Collected data:
▬▬▬▬▬▬

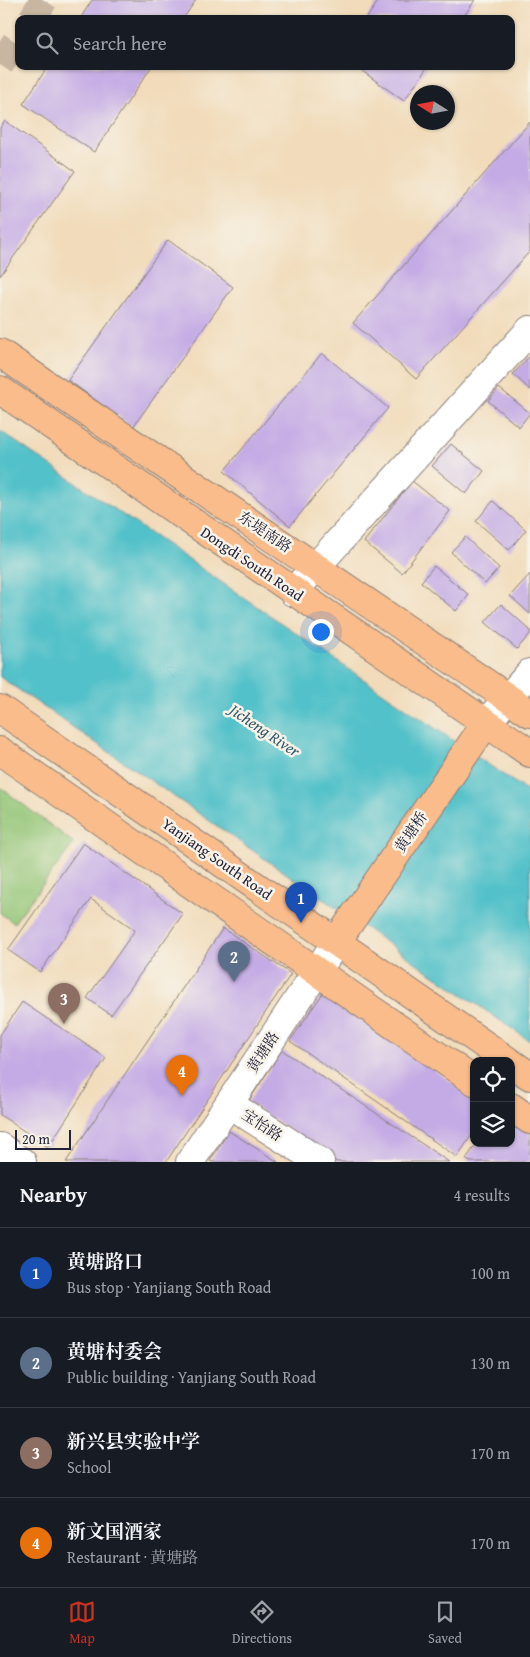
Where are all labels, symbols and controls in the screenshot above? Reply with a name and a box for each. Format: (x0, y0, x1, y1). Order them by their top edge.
search box (15, 15, 515, 70)
icon: search (33, 29, 61, 57)
text: Search here (73, 29, 167, 57)
north arrow (410, 85, 455, 130)
street label: 东堤南路 (235, 506, 296, 557)
street label: Dongdi South Road (197, 521, 308, 606)
your location (308, 619, 334, 645)
water label: Jicheng River (223, 696, 306, 763)
street label: 黄塘桥 (389, 807, 432, 856)
street label: Yanjiang South Road (158, 813, 276, 904)
pin: 1 (285, 882, 317, 923)
pin: 2 (218, 941, 250, 982)
pin: 3 (48, 983, 80, 1024)
street label: 黄塘路 (242, 1027, 284, 1076)
pin: 4 (166, 1055, 198, 1096)
map controls (470, 1057, 515, 1147)
button: locate (470, 1057, 515, 1102)
button: layers (470, 1102, 515, 1147)
street label: 宝怡路 (238, 1104, 287, 1146)
scale bar (15, 1127, 71, 1150)
text: 20 m (22, 1129, 50, 1149)
text: Nearby (20, 1179, 87, 1210)
text: 4 results (453, 1183, 510, 1207)
text: 黄塘路口 (67, 1247, 143, 1275)
text: 1 (32, 1261, 40, 1285)
text: 100 m (470, 1261, 510, 1285)
text: Bus stop · Yanjiang South Road (67, 1275, 271, 1299)
text: 黄塘村委会 (67, 1337, 162, 1365)
text: 2 (32, 1351, 40, 1375)
text: 130 m (470, 1351, 510, 1375)
text: Public building · Yanjiang South Road (67, 1365, 316, 1389)
text: 新兴县实验中学 (67, 1427, 200, 1455)
text: 3 (32, 1441, 40, 1465)
text: 170 m (470, 1441, 510, 1465)
text: School (67, 1455, 111, 1479)
text: 新文国酒家 (67, 1517, 162, 1545)
text: 4 (32, 1531, 40, 1555)
text: 170 m (470, 1531, 510, 1555)
text: Restaurant · 黄塘路 (67, 1545, 198, 1569)
tab: Map (68, 1598, 96, 1648)
tab: Directions (232, 1598, 292, 1648)
tab: Saved (428, 1598, 462, 1648)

▬▬▬▬▬▬

Exercise details: Make an exact copy of the data above, pictures excluded.

Answer to this exercise:
Where are all labels, symbols and controls in the screenshot above? Reply with a name and a box for each. Format: (x0, y0, x1, y1). Order them by their top edge.
search box (15, 15, 515, 70)
icon: search (33, 29, 61, 57)
text: Search here (73, 29, 167, 57)
north arrow (410, 85, 455, 130)
street label: 东堤南路 (235, 506, 296, 557)
street label: Dongdi South Road (197, 521, 308, 606)
your location (308, 619, 334, 645)
water label: Jicheng River (223, 696, 306, 763)
street label: 黄塘桥 (389, 807, 432, 856)
street label: Yanjiang South Road (158, 813, 276, 904)
pin: 1 (285, 882, 317, 923)
pin: 2 (218, 941, 250, 982)
pin: 3 (48, 983, 80, 1024)
street label: 黄塘路 (242, 1027, 284, 1076)
pin: 4 (166, 1055, 198, 1096)
map controls (470, 1057, 515, 1147)
button: locate (470, 1057, 515, 1102)
button: layers (470, 1102, 515, 1147)
street label: 宝怡路 (238, 1104, 287, 1146)
scale bar (15, 1127, 71, 1150)
text: 20 m (22, 1129, 50, 1149)
text: Nearby (20, 1179, 87, 1210)
text: 4 results (453, 1183, 510, 1207)
text: 黄塘路口 (67, 1247, 143, 1275)
text: 1 (32, 1261, 40, 1285)
text: 100 m (470, 1261, 510, 1285)
text: Bus stop · Yanjiang South Road (67, 1275, 271, 1299)
text: 黄塘村委会 (67, 1337, 162, 1365)
text: 2 (32, 1351, 40, 1375)
text: 130 m (470, 1351, 510, 1375)
text: Public building · Yanjiang South Road (67, 1365, 316, 1389)
text: 新兴县实验中学 (67, 1427, 200, 1455)
text: 3 (32, 1441, 40, 1465)
text: 170 m (470, 1441, 510, 1465)
text: School (67, 1455, 111, 1479)
text: 新文国酒家 (67, 1517, 162, 1545)
text: 4 (32, 1531, 40, 1555)
text: 170 m (470, 1531, 510, 1555)
text: Restaurant · 黄塘路 (67, 1545, 198, 1569)
tab: Map (68, 1598, 96, 1648)
tab: Directions (232, 1598, 292, 1648)
tab: Saved (428, 1598, 462, 1648)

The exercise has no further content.